La mujer blanca es el desfile de las máscaras muertas. Sus abanicos de flores, un bosque helado que se disuelve, golondrinas de vidrio roto, amapolas sin sangre. Ella desata su corona y cae.
El río de risas, ahora rojo y sin orillas, atraviesa la piel, ese muro de trenes heridos, un cuerpo amurallado de pétalos ya verdes de nada.
El hueso de la tarde roe la luz podrida. La leche del olvido, un veneno lento, se derrama en el mapa de las venas, donde el marfil es solo la astilla, el faro mudo que llama a la ceniza final.
El aire: pequeños besos que son píldoras, el opio para el insomnio del reloj ambulatorio, jardines frescos que son solo el vacío, la lluvia negra cayendo sobre la gravedad azul, relámpago de la herida.

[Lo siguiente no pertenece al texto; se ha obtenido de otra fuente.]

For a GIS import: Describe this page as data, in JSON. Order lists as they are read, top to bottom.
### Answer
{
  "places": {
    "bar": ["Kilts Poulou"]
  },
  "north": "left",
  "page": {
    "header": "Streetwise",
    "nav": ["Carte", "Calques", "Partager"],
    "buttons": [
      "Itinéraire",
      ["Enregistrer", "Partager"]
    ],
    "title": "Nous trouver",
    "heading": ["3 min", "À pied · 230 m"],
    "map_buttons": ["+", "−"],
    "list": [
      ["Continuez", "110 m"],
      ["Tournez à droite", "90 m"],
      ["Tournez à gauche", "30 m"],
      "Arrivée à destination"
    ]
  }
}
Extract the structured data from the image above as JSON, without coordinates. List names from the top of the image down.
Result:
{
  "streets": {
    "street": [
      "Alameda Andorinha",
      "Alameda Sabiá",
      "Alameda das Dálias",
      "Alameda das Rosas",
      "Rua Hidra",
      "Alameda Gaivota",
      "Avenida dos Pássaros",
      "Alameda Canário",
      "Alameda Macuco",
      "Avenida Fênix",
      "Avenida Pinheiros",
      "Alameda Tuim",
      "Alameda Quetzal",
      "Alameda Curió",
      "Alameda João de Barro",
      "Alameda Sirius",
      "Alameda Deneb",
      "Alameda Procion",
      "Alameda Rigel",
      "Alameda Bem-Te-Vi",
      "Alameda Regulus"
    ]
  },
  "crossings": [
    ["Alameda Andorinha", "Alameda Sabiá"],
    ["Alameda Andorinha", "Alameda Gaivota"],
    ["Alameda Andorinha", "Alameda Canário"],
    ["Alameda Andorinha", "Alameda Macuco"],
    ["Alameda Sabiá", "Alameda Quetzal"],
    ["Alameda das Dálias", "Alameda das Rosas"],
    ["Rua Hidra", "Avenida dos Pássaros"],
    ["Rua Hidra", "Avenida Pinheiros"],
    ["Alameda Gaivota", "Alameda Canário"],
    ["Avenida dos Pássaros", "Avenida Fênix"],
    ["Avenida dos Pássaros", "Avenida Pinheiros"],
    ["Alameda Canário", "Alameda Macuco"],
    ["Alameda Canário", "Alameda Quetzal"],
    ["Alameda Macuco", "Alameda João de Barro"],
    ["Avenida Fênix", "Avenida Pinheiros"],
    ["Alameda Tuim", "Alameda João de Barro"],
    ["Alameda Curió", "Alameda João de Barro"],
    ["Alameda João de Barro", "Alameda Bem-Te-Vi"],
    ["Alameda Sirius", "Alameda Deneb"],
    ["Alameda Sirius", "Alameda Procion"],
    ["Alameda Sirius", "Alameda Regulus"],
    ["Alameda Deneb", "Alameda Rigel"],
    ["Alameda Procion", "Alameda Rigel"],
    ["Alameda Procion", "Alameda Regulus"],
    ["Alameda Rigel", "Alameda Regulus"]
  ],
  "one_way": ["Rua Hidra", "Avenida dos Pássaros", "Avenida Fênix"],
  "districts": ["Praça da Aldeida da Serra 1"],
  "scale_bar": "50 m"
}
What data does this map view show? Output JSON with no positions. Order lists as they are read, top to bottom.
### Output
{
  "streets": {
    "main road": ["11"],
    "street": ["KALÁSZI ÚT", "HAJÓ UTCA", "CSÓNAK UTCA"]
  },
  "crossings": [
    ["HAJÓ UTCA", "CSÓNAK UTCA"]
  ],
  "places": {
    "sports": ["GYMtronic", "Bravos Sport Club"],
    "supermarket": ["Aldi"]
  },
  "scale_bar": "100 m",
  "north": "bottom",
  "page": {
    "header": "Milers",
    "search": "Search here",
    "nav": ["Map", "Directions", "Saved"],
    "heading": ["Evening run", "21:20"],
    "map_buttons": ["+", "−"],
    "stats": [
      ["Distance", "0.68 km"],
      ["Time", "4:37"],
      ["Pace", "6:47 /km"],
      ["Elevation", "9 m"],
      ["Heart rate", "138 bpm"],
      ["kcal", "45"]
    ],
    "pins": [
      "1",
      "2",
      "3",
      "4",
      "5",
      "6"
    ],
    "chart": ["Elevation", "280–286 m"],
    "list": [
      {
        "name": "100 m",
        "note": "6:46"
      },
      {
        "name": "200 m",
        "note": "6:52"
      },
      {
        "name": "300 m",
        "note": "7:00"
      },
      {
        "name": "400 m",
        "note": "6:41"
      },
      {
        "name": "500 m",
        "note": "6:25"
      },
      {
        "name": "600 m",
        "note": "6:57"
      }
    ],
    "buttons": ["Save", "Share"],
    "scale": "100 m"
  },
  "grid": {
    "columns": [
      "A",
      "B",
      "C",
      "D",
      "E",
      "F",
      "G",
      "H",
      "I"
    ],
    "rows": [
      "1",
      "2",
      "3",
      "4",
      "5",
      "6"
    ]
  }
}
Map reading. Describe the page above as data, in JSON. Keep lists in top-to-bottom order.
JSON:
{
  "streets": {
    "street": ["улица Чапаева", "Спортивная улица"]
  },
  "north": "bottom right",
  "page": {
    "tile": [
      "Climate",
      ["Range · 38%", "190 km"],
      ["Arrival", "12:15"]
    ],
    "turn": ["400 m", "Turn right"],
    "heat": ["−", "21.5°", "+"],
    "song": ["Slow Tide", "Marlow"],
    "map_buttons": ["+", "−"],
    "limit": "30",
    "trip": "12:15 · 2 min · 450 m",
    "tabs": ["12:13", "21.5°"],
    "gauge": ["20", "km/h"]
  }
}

Los anillos de vapor de una tristeza sin nombre se disuelven en el cuenco roto de la ventana. Un espejo de mercurio promete la lentitud de la cicatriz: el silencio sin espejos, el rostro que ya no existe.
El norte de sus sábanas es un desierto sin tacto,
donde la escarcha del aliento congela los párpados.
La piel es un papel de seda mordido por el níquel,
y el calor, solo una burbuja que estalla en el pasado.
Cada vértebra es un témpano que espera el naufragio,
y las palabras, cristales rotos sobre el mármol,
tan afilados y mudos como la luz de un sol de tiza, el dolor es inarticulable,
mientras el corazón, hueso blanco, indiferente (ignora el abrazo).